/---

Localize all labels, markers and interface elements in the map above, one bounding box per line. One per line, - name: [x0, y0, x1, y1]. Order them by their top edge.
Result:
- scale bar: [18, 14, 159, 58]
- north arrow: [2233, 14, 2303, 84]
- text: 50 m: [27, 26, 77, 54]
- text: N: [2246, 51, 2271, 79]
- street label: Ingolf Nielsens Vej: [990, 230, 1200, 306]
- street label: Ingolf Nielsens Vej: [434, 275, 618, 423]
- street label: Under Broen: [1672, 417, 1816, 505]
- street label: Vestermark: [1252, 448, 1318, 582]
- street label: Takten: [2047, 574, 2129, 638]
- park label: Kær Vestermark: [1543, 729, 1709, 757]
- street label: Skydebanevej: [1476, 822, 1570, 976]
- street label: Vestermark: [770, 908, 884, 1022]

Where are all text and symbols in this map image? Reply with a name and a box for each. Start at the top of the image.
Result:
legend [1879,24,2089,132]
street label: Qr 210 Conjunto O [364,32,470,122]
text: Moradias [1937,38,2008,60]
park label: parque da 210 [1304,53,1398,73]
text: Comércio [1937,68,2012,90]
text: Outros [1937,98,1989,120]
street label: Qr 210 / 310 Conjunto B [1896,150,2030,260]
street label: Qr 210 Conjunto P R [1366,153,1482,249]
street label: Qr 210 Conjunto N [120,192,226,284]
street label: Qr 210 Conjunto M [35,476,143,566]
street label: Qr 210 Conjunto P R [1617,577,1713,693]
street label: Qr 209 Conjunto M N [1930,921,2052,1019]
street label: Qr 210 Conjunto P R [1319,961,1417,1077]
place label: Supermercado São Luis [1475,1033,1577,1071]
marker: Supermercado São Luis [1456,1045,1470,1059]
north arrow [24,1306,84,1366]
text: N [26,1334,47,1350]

\---

## What is required
Using the listing above, report each line that mentions the word "name".

## Result of the task
Localize all labels, markers and interface elements in the map above, one bounding box per line. One per line, - name: [x0, y0, x1, y1]. Order them by their top edge.
Where are all text and symbols in this map image? Reply with a name and a box for each. Start at the top of the image.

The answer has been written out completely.